* [WHAT YOU ARE ASKED TO DO]: For the word "canvas", count the lines of the data that include it and give only the total.
——
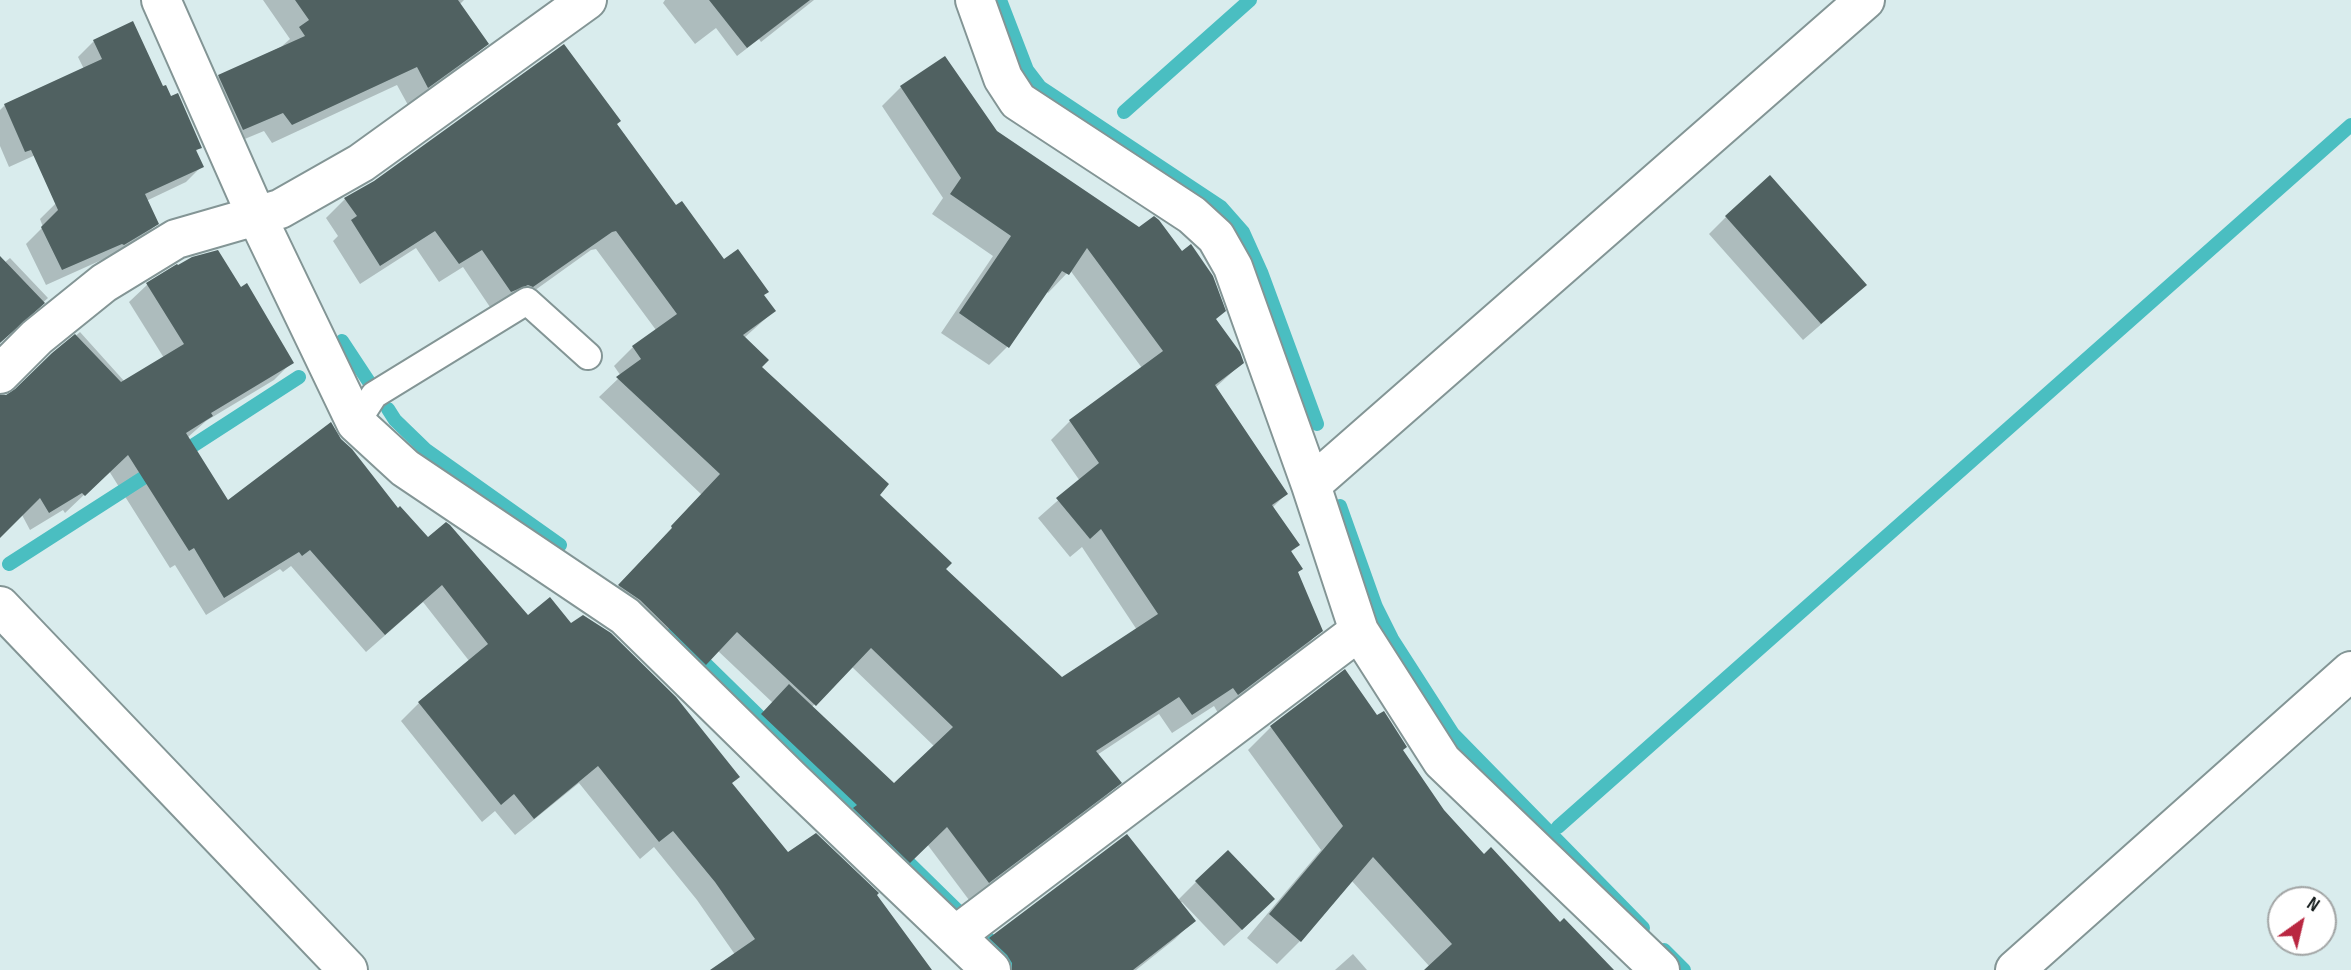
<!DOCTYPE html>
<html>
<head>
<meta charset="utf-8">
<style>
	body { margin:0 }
	#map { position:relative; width:2351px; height:970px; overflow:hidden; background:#d9eced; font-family:"Sofia Sans Condensed",sans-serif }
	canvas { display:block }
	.north { position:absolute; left:2267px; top:886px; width:70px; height:70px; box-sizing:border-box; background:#fff; border:2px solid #a2a5a5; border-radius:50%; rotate:34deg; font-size:19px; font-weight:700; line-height:28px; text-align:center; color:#171e1e }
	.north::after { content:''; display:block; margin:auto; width:24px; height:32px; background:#b92741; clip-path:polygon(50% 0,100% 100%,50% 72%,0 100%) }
</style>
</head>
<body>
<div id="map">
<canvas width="2351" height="970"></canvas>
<div class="north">N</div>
</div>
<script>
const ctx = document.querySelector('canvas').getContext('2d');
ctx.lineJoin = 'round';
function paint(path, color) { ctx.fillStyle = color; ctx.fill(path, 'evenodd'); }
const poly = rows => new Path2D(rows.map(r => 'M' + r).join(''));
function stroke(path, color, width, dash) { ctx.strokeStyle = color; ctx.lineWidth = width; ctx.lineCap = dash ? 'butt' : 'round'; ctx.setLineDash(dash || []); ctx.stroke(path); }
paint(poly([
	[263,0,464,0,459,5,487,44,467,63,408,105,397,85,272,143,264,131,223,148,200,95,219,76,281,47,290,39],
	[665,0,814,0,761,42,759,39,737,56,716,28,695,44,663,3],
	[94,41,146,105,9,167,0,146,0,110,5,105,84,69,78,57],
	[901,87,995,132,1215,320,1242,363,1215,388,1286,494,1272,508,1298,545,1290,553,1296,573,1321,630,1302,650,1218,713,1214,706,1172,733,1159,714,1097,755,1119,783,1100,802,969,900,927,844,890,880,743,734,773,703,717,650,685,682,601,605,702,495,599,397,621,376,614,366,633,347,656,330,596,249,591,250,513,306,492,310,463,267,439,282,416,248,360,284,333,241,338,236,326,218,345,199,375,182,615,124,676,207,724,261,762,295,774,311,744,338,760,367,943,569,1062,679,1137,630,1082,547,1070,557,1038,518,1080,481,1051,440,1070,421,1142,368,1070,270,1048,293,1046,291,1008,346,989,365,941,333,993,256,932,214,943,198,882,106],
	[851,666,935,747,894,786,812,707],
	[156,104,200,147,195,152,202,166,186,182,146,201,157,224,141,239,107,260,106,258,46,285,26,244,43,227,40,219],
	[1726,217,1847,302,1803,340,1709,234],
	[0,258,4,263,10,258,48,298,0,341],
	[148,284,240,290,292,362,274,380,206,421,187,438,227,503,339,440,397,510,428,540,528,617,571,626,731,784,788,855,875,895,930,970,722,970,736,956,697,900,654,847,640,859,579,783,515,835,495,811,482,822,401,721,419,703,470,662,423,602,366,652,291,566,283,572,280,569,206,615,175,565,170,568,109,471,65,513,63,510,30,530,22,515,0,536,0,397,7,397,80,332,125,382,164,358,129,302],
	[1271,727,1401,751,1442,811,1484,856,1612,970,1427,970,1430,967,1351,880,1300,941,1277,964,1247,938,1321,850,1248,750],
	[1126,836,1177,901,1196,882,1256,917,1224,946,1182,902,1179,904,1193,921,1175,939,1136,970,986,970,972,957,990,939],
	[1353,954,1367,970,1335,970]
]), '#0003');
stroke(poly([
	[1000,0,1027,70,1040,87,1221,207,1243,232,1261,272,1317,424],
	[1124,112,1250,0],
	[342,341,371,385],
	[388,409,395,420,426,450,560,545],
	[180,454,299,377],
	[1340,506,1376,607,1392,639,1453,734,1643,928],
	[9,564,157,469],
	[674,633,962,915],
	[1558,827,2351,125],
	[981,932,1020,970],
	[1664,950,1684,970]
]), '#4abec1', 14);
paint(poly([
	[295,0,458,0,489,44,428,88,417,67,292,125,283,113,243,130,218,75,305,36,299,27,309,20],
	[709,0,810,0,747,48],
	[133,21,163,86,166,85,171,96,178,93,202,148,196,150,204,167,145,194,159,224,124,245,122,244,62,270,41,227,58,210,31,150,25,152,4,104,102,59,93,40],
	[564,44,621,121,617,124,676,205,682,201,724,259,738,249,769,292,764,295,776,311,743,335,769,360,762,367,889,484,880,495,952,563,946,569,1062,677,1158,614,1101,529,1090,539,1056,498,1099,463,1069,420,1163,351,1087,248,1069,275,1062,271,1009,348,959,313,1011,236,950,194,961,178,900,86,945,56,997,131,1139,227,1154,216,1159,220,1182,251,1191,244,1213,276,1226,311,1216,319,1240,352,1244,363,1215,385,1288,494,1272,505,1300,545,1291,551,1303,569,1298,572,1323,631,1238,695,1233,688,1192,715,1179,697,1096,751,1122,783,989,883,947,827,910,863,853,808,857,805,761,714,789,684,894,783,953,727,871,648,816,706,737,632,706,665,640,600,618,585,672,528,671,526,720,474,616,377,641,359,632,346,677,314,616,231,612,232,533,287,528,285,511,292,482,250,459,264,435,231,380,266,351,220,357,216,344,198,374,181],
	[1770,175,1867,285,1821,324,1725,216],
	[218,250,241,287,247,283,294,363,211,413,213,416,186,433,228,500,331,422,341,439,352,449,398,508,400,506,428,537,446,522,450,525,528,615,550,597,571,623,583,615,611,633,676,697,740,777,732,783,788,852,816,833,879,893,877,895,932,970,710,970,755,939,715,882,673,831,659,842,598,766,534,819,514,794,501,805,418,702,488,644,442,585,385,635,310,550,302,556,299,552,224,598,194,548,189,551,128,455,85,496,82,493,49,513,40,498,0,538,0,395,6,395,15,389,52,353,75,334,121,382,184,344,146,283,177,264,178,265,192,257],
	[0,256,45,303,0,343],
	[1345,669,1377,715,1384,711,1407,747,1403,750,1444,810,1484,854,1491,847,1560,922,1564,918,1614,970,1424,970,1452,944,1373,857,1301,942,1269,914,1343,826,1270,726],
	[1127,834,1196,921,1133,970,1012,970,1012,963,1007,955,989,938],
	[1228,850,1275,899,1242,930,1195,881]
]), '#506161');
const lane = poly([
	[356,423,374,395,527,301,588,356]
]);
const street = poly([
	[161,0,257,217,356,423,405,468,625,616,791,779,991,970],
	[975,0,1003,78,1018,101,1192,215,1216,237,1233,267,1311,485,1359,631,1442,761,1660,970],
	[0,374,37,337,104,283,176,239,280,209,361,163,587,0],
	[1311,485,1865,0],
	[0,606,348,970],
	[956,935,1359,631],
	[2015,970,2351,671]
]);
stroke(lane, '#839595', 30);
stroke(street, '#839595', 42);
stroke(lane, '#fff', 26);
stroke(street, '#fff', 38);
</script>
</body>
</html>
——
* [TASK SOLUTION]: 3